[YOUR INSTRUCTIONS] Retype the records below so that each one matches exactly.

##### GIVEN ENTRIES #####

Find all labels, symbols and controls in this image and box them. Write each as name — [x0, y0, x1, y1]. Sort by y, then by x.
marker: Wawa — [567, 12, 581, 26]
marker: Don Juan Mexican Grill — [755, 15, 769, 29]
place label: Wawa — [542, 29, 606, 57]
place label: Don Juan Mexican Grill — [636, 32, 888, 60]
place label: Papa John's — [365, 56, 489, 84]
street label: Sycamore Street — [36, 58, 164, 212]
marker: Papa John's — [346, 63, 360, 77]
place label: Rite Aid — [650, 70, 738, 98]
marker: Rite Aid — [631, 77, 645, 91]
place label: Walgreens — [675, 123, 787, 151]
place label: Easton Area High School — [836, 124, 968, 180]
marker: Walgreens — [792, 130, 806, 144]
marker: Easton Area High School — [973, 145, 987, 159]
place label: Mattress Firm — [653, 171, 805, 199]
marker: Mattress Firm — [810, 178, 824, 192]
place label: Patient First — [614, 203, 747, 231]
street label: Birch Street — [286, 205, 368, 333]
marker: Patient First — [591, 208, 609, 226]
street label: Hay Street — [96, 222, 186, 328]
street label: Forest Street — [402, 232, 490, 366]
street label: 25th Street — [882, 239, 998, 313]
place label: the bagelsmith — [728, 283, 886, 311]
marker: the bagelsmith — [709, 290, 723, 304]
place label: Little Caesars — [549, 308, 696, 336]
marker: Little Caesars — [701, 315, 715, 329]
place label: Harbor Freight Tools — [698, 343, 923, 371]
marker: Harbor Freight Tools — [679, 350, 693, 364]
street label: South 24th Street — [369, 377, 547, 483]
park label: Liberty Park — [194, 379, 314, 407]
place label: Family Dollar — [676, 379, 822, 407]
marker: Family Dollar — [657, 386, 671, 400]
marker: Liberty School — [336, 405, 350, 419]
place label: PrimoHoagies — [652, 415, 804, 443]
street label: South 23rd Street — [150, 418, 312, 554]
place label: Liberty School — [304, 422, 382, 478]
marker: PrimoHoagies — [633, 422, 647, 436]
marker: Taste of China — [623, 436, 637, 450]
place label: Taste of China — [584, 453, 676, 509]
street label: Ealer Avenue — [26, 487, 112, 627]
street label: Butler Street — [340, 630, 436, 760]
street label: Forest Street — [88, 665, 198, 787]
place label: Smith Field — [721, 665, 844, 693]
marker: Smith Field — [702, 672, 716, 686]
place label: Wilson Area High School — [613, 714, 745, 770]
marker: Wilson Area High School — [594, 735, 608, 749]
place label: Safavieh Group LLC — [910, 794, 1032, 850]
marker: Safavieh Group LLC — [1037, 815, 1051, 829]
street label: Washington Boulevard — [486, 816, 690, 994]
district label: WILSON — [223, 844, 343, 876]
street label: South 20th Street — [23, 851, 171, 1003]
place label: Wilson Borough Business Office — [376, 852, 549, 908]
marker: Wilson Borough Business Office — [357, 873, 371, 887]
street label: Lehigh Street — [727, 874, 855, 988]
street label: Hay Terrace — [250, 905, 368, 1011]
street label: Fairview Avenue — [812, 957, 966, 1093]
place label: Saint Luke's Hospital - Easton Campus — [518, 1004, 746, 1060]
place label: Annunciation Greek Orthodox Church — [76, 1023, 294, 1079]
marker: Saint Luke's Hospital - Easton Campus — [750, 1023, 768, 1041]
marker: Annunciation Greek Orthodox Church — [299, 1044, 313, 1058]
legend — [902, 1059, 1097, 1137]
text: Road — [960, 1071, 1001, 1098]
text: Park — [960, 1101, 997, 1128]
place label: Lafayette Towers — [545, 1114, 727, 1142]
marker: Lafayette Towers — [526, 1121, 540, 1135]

#####

[ANSWER SPACE]
Find all labels, symbols and controls in this image and box them. Write each as name — [x0, y0, x1, y1]. Sort by y, then by x.
marker: Wawa — [567, 12, 581, 26]
marker: Don Juan Mexican Grill — [755, 15, 769, 29]
place label: Wawa — [542, 29, 606, 57]
place label: Don Juan Mexican Grill — [636, 32, 888, 60]
place label: Papa John's — [365, 56, 489, 84]
street label: Sycamore Street — [36, 58, 164, 212]
marker: Papa John's — [346, 63, 360, 77]
place label: Rite Aid — [650, 70, 738, 98]
marker: Rite Aid — [631, 77, 645, 91]
place label: Walgreens — [675, 123, 787, 151]
place label: Easton Area High School — [836, 124, 968, 180]
marker: Walgreens — [792, 130, 806, 144]
marker: Easton Area High School — [973, 145, 987, 159]
place label: Mattress Firm — [653, 171, 805, 199]
marker: Mattress Firm — [810, 178, 824, 192]
place label: Patient First — [614, 203, 747, 231]
street label: Birch Street — [286, 205, 368, 333]
marker: Patient First — [591, 208, 609, 226]
street label: Hay Street — [96, 222, 186, 328]
street label: Forest Street — [402, 232, 490, 366]
street label: 25th Street — [882, 239, 998, 313]
place label: the bagelsmith — [728, 283, 886, 311]
marker: the bagelsmith — [709, 290, 723, 304]
place label: Little Caesars — [549, 308, 696, 336]
marker: Little Caesars — [701, 315, 715, 329]
place label: Harbor Freight Tools — [698, 343, 923, 371]
marker: Harbor Freight Tools — [679, 350, 693, 364]
street label: South 24th Street — [369, 377, 547, 483]
park label: Liberty Park — [194, 379, 314, 407]
place label: Family Dollar — [676, 379, 822, 407]
marker: Family Dollar — [657, 386, 671, 400]
marker: Liberty School — [336, 405, 350, 419]
place label: PrimoHoagies — [652, 415, 804, 443]
street label: South 23rd Street — [150, 418, 312, 554]
place label: Liberty School — [304, 422, 382, 478]
marker: PrimoHoagies — [633, 422, 647, 436]
marker: Taste of China — [623, 436, 637, 450]
place label: Taste of China — [584, 453, 676, 509]
street label: Ealer Avenue — [26, 487, 112, 627]
street label: Butler Street — [340, 630, 436, 760]
street label: Forest Street — [88, 665, 198, 787]
place label: Smith Field — [721, 665, 844, 693]
marker: Smith Field — [702, 672, 716, 686]
place label: Wilson Area High School — [613, 714, 745, 770]
marker: Wilson Area High School — [594, 735, 608, 749]
place label: Safavieh Group LLC — [910, 794, 1032, 850]
marker: Safavieh Group LLC — [1037, 815, 1051, 829]
street label: Washington Boulevard — [486, 816, 690, 994]
district label: WILSON — [223, 844, 343, 876]
street label: South 20th Street — [23, 851, 171, 1003]
place label: Wilson Borough Business Office — [376, 852, 549, 908]
marker: Wilson Borough Business Office — [357, 873, 371, 887]
street label: Lehigh Street — [727, 874, 855, 988]
street label: Hay Terrace — [250, 905, 368, 1011]
street label: Fairview Avenue — [812, 957, 966, 1093]
place label: Saint Luke's Hospital - Easton Campus — [518, 1004, 746, 1060]
place label: Annunciation Greek Orthodox Church — [76, 1023, 294, 1079]
marker: Saint Luke's Hospital - Easton Campus — [750, 1023, 768, 1041]
marker: Annunciation Greek Orthodox Church — [299, 1044, 313, 1058]
legend — [902, 1059, 1097, 1137]
text: Road — [960, 1071, 1001, 1098]
text: Park — [960, 1101, 997, 1128]
place label: Lafayette Towers — [545, 1114, 727, 1142]
marker: Lafayette Towers — [526, 1121, 540, 1135]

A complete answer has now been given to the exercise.